## Data for the task
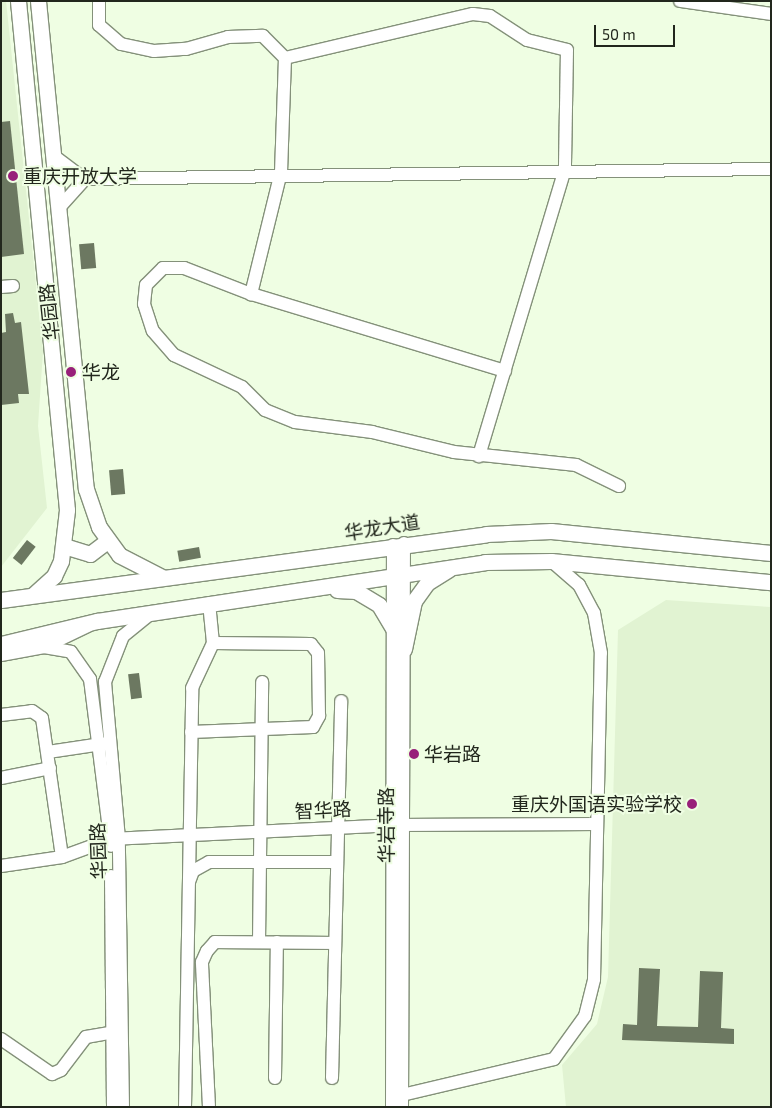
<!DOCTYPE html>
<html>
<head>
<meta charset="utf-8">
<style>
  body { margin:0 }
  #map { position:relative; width:772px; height:1108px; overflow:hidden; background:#effee3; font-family:"Exo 2","Noto Sans SC",sans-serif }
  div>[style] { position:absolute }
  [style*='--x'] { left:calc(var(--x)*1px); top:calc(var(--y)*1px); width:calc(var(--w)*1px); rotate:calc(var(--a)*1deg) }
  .built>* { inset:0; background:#e1f3d2 }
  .building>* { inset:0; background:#6c7861; transform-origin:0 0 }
  .roads { filter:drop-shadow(1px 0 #84917a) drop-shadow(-1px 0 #84917a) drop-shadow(0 1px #84917a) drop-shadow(0 -1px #84917a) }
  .minor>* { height:12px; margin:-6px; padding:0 6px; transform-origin:6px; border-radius:6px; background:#fff }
  .major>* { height:15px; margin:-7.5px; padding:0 7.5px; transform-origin:7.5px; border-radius:7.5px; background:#fff }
  .dots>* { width:14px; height:14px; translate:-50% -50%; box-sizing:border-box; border:2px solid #effee3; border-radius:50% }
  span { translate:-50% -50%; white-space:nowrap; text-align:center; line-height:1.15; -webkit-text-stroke:4px #effee3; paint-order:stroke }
  .poi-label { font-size:19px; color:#22271d }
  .left { translate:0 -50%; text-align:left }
  .right { translate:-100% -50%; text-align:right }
  .street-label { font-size:19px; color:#22271d }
  .frame { position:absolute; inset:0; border:2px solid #22271d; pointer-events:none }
  .scale { position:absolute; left:594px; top:25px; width:81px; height:22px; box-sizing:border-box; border:2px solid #22271d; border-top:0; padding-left:6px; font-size:15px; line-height:18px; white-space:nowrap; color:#22271d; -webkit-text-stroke:4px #effee3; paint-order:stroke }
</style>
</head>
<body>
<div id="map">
  <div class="built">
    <i style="clip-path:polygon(1px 1px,6px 1px,43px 351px,38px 426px,47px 508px,1px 567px)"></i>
    <i style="clip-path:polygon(666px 600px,771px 607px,771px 1107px,566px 1107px,562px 1065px,597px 1024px,608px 977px,618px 630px)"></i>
  </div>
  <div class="building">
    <i style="clip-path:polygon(10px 121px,24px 254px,1px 257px,1px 122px)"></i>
    <i style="left:94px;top:243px;width:25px;height:15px;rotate:85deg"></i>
    <i style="clip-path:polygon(13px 313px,15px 323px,21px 322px,29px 394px,18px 394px,19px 403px,1px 405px,1px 333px,6px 332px,5px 314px)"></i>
    <i style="left:123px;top:469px;width:25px;height:14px;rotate:85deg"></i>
    <i style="left:27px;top:540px;width:11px;height:23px;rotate:38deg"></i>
    <i style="left:199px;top:547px;width:11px;height:22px;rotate:80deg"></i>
    <i style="left:139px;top:673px;width:25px;height:11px;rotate:83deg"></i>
    <i style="clip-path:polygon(639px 968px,660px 969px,657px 1026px,698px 1027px,700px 971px,723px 972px,721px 1028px,734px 1029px,734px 1044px,622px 1040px,623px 1024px,637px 1025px)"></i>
  </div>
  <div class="roads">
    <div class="minor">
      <i style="--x:99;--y:1;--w:24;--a:90"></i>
      <i style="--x:99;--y:25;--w:29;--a:41"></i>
      <i style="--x:121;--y:44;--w:34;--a:12"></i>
      <i style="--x:154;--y:51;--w:32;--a:-4"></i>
      <i style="--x:186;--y:49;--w:44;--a:-15.9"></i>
      <i style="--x:228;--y:37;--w:35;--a:-2"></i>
      <i style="--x:263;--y:36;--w:31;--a:45"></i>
      <i style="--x:285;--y:58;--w:114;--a:92"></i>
      <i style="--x:281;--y:172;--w:126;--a:103.8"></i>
      <i style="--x:680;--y:1;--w:92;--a:8.1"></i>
      <i style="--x:285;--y:58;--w:193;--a:-13.2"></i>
      <i style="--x:473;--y:14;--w:17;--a:7"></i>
      <i style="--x:490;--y:16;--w:44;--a:33"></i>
      <i style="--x:527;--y:40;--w:41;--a:14"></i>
      <i style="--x:567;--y:50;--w:119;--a:91"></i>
      <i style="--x:565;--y:169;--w:300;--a:106.7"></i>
      <i style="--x:54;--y:156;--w:39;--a:37"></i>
      <i style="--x:85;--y:179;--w:39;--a:132"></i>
      <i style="--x:85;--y:179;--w:686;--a:-0.84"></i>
      <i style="--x:1;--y:287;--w:12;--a:-5"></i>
      <i style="--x:505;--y:371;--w:265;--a:-163.1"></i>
      <i style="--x:251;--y:294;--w:72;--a:-158.8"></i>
      <i style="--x:184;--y:268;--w:21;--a:180"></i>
      <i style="--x:163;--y:268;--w:24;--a:135"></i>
      <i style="--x:146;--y:285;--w:19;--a:96"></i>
      <i style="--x:144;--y:304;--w:28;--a:72"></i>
      <i style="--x:153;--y:331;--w:32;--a:49"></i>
      <i style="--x:174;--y:355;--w:75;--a:25.2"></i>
      <i style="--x:242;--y:387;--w:33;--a:45"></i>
      <i style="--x:265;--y:410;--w:32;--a:22"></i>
      <i style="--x:295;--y:422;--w:78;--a:7.4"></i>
      <i style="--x:372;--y:432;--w:84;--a:13.7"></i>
      <i style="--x:454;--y:452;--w:123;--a:6.1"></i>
      <i style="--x:576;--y:465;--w:48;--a:26"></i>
      <i style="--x:44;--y:647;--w:27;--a:10"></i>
      <i style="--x:71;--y:652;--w:33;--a:55"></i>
      <i style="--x:90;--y:679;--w:168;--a:82.8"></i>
      <i style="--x:1;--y:655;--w:44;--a:-10.5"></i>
      <i style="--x:44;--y:647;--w:49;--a:-25.5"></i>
      <i style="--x:1;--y:715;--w:31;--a:-7"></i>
      <i style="--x:32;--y:711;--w:12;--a:35"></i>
      <i style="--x:42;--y:718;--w:140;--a:81.8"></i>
      <i style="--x:191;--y:732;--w:122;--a:-2.3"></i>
      <i style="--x:313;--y:727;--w:13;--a:-61"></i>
      <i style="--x:319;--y:716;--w:63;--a:-90.9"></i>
      <i style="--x:318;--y:653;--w:11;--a:-128"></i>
      <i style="--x:311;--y:644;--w:98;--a:-179.4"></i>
      <i style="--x:48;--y:752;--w:61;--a:-8.5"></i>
      <i style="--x:1;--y:778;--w:50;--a:-11.5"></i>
      <i style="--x:1;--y:866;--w:62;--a:-8.4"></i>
      <i style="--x:62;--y:857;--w:52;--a:-20.2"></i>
      <i style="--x:111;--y:839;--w:285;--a:-2.8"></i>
      <i style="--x:396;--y:825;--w:201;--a:-0.3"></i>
      <i style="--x:111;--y:876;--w:231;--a:89.5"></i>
      <i style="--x:189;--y:882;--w:12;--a:-70"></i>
      <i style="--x:193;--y:871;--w:18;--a:-29"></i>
      <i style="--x:209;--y:862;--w:125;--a:0"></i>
      <i style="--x:259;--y:942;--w:260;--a:-89.3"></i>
      <i style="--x:1;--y:1039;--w:62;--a:34.5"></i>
      <i style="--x:52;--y:1074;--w:10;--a:-24"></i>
      <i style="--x:61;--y:1070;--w:41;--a:-52.9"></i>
      <i style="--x:86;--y:1037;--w:27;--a:-10"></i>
      <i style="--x:275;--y:1078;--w:136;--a:-89.2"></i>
      <i style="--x:332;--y:1078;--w:377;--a:-88.6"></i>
      <i style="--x:402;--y:1095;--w:156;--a:-13.3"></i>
      <i style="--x:554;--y:1059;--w:53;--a:-54.2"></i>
      <i style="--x:585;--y:1016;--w:38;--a:-76"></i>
      <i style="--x:594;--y:979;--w:326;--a:-88.8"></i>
      <i style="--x:601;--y:653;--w:41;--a:-99.9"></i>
      <i style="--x:594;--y:613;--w:32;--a:-118"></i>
      <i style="--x:579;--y:585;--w:37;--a:-139"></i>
      <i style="--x:123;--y:1107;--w:268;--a:-90.9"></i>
      <i style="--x:119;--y:839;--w:158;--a:-95.1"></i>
      <i style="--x:105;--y:682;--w:49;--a:-68.6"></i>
      <i style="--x:123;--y:636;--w:38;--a:-39"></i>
      <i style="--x:185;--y:1107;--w:419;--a:-89"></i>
      <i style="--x:192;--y:688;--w:50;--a:-65"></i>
      <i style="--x:213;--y:643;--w:40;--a:-95.7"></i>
      <i style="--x:209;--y:1107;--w:145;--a:-92.8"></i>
      <i style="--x:202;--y:962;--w:12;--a:-66"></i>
      <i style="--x:207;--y:951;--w:12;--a:-48"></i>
      <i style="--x:215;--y:942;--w:118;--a:0.5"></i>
      <i style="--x:392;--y:1107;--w:562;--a:-89.9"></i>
      <i style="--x:402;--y:1107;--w:564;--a:-89.8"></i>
    </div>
    <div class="major">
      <i style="--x:18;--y:1;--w:511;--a:84.5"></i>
      <i style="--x:67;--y:510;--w:51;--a:96.7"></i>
      <i style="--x:61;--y:561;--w:17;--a:115"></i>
      <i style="--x:54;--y:576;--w:28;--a:138"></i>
      <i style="--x:38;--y:1;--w:490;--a:84.4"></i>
      <i style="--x:86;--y:489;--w:40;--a:71.1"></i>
      <i style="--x:99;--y:527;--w:34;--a:54"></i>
      <i style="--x:119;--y:555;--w:48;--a:27.1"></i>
      <i style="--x:64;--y:546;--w:27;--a:17"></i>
      <i style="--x:90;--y:554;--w:21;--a:-37"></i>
      <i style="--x:337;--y:590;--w:19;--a:3"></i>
      <i style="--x:356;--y:591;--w:27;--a:31"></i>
      <i style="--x:379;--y:605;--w:31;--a:59"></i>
      <i style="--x:1;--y:600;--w:489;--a:-7.7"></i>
      <i style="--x:486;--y:534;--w:65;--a:-2.6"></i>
      <i style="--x:551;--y:531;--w:221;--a:5.7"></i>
      <i style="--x:1;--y:644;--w:99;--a:-13.5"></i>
      <i style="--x:97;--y:621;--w:392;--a:-8.6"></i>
      <i style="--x:485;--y:562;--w:66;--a:-0.9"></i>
      <i style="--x:551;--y:561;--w:221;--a:5.5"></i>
      <i style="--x:404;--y:649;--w:49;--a:-78.2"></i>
      <i style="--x:414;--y:601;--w:22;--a:-54"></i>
      <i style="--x:427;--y:583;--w:25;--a:-32"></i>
    </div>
  </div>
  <div class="dots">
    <i style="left:13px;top:176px;background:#98207a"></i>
    <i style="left:71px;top:372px;background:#98207a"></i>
    <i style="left:414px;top:754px;background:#98207a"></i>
    <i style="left:692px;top:804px;background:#98207a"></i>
  </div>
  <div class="poi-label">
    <span class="left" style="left:23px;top:176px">重庆开放大学</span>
    <span class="left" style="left:82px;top:372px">华龙</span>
    <span class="left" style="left:424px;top:754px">华岩路</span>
    <span class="right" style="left:682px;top:804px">重庆外国语实验学校</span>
  </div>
  <div class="street-label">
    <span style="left:49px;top:312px;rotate:-96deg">华园路</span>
    <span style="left:382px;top:527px;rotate:-9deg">华龙大道</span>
    <span style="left:323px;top:810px;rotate:-3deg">智华路</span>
    <span style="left:386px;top:825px;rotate:-90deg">华岩寺路</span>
    <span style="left:98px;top:851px;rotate:-92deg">华园路</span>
  </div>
  <div class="frame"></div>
  <div class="scale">50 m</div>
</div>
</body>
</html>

## Goal of the exercise
The line containing "filter:drop-shadow(1px 0 #84917a)" marks the end; please output exactly the lines of the listing above from its first line through that line, without pictures.

## Output for this exercise
<!DOCTYPE html>
<html>
<head>
<meta charset="utf-8">
<style>
  body { margin:0 }
  #map { position:relative; width:772px; height:1108px; overflow:hidden; background:#effee3; font-family:"Exo 2","Noto Sans SC",sans-serif }
  div>[style] { position:absolute }
  [style*='--x'] { left:calc(var(--x)*1px); top:calc(var(--y)*1px); width:calc(var(--w)*1px); rotate:calc(var(--a)*1deg) }
  .built>* { inset:0; background:#e1f3d2 }
  .building>* { inset:0; background:#6c7861; transform-origin:0 0 }
  .roads { filter:drop-shadow(1px 0 #84917a) drop-shadow(-1px 0 #84917a) drop-shadow(0 1px #84917a) drop-shadow(0 -1px #84917a) }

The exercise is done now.